» **Required action**
Quote every entry word for word.

(Saved entries)
++++++++++++++++++++
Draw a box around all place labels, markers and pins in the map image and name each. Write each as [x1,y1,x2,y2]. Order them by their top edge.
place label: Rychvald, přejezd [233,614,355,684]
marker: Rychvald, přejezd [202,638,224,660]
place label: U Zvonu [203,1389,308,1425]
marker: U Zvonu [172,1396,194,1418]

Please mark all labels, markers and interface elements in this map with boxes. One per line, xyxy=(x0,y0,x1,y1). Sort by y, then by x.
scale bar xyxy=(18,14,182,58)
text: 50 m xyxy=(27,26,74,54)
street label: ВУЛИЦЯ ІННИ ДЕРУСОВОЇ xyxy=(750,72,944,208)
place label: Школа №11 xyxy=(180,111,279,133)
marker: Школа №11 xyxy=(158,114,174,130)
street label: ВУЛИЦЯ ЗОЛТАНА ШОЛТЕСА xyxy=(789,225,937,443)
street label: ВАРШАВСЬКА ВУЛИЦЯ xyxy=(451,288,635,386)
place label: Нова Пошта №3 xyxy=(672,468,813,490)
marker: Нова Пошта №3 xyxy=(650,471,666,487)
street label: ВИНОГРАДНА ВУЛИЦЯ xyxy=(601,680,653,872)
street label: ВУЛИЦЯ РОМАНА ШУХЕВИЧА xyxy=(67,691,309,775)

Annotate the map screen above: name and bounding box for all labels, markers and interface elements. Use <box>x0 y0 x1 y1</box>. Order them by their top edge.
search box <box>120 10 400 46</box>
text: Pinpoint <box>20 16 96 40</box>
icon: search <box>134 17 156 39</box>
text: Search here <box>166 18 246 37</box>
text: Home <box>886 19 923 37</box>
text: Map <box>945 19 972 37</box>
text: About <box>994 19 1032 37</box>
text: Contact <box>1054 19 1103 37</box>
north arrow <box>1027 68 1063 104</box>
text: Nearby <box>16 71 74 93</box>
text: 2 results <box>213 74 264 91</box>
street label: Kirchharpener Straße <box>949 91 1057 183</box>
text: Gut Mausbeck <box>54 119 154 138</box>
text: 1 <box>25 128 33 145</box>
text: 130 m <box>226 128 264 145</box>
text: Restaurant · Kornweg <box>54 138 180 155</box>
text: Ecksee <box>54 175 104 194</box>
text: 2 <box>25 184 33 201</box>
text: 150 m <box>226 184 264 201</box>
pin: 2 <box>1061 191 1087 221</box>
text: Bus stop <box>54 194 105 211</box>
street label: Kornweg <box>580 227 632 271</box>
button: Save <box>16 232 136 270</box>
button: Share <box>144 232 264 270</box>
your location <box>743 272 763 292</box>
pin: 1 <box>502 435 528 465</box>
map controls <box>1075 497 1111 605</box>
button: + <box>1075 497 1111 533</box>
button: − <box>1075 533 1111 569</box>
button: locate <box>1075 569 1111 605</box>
++++++++++++++++++++
» **The completed task**
Draw a box around all place labels, markers and pins in the map image and name each. Write each as [x1,y1,x2,y2]. Order them by their top edge.
place label: Rychvald, přejezd [233,614,355,684]
marker: Rychvald, přejezd [202,638,224,660]
place label: U Zvonu [203,1389,308,1425]
marker: U Zvonu [172,1396,194,1418]

Please mark all labels, markers and interface elements in this map with boxes. One per line, xyxy=(x0,y0,x1,y1). Sort by y, then by x.
scale bar xyxy=(18,14,182,58)
text: 50 m xyxy=(27,26,74,54)
street label: ВУЛИЦЯ ІННИ ДЕРУСОВОЇ xyxy=(750,72,944,208)
place label: Школа №11 xyxy=(180,111,279,133)
marker: Школа №11 xyxy=(158,114,174,130)
street label: ВУЛИЦЯ ЗОЛТАНА ШОЛТЕСА xyxy=(789,225,937,443)
street label: ВАРШАВСЬКА ВУЛИЦЯ xyxy=(451,288,635,386)
place label: Нова Пошта №3 xyxy=(672,468,813,490)
marker: Нова Пошта №3 xyxy=(650,471,666,487)
street label: ВИНОГРАДНА ВУЛИЦЯ xyxy=(601,680,653,872)
street label: ВУЛИЦЯ РОМАНА ШУХЕВИЧА xyxy=(67,691,309,775)

Annotate the map screen above: name and bounding box for all labels, markers and interface elements. Use <box>x0 y0 x1 y1</box>. Order them by their top edge.
search box <box>120 10 400 46</box>
text: Pinpoint <box>20 16 96 40</box>
icon: search <box>134 17 156 39</box>
text: Search here <box>166 18 246 37</box>
text: Home <box>886 19 923 37</box>
text: Map <box>945 19 972 37</box>
text: About <box>994 19 1032 37</box>
text: Contact <box>1054 19 1103 37</box>
north arrow <box>1027 68 1063 104</box>
text: Nearby <box>16 71 74 93</box>
text: 2 results <box>213 74 264 91</box>
street label: Kirchharpener Straße <box>949 91 1057 183</box>
text: Gut Mausbeck <box>54 119 154 138</box>
text: 1 <box>25 128 33 145</box>
text: 130 m <box>226 128 264 145</box>
text: Restaurant · Kornweg <box>54 138 180 155</box>
text: Ecksee <box>54 175 104 194</box>
text: 2 <box>25 184 33 201</box>
text: 150 m <box>226 184 264 201</box>
pin: 2 <box>1061 191 1087 221</box>
text: Bus stop <box>54 194 105 211</box>
street label: Kornweg <box>580 227 632 271</box>
button: Save <box>16 232 136 270</box>
button: Share <box>144 232 264 270</box>
your location <box>743 272 763 292</box>
pin: 1 <box>502 435 528 465</box>
map controls <box>1075 497 1111 605</box>
button: + <box>1075 497 1111 533</box>
button: − <box>1075 533 1111 569</box>
button: locate <box>1075 569 1111 605</box>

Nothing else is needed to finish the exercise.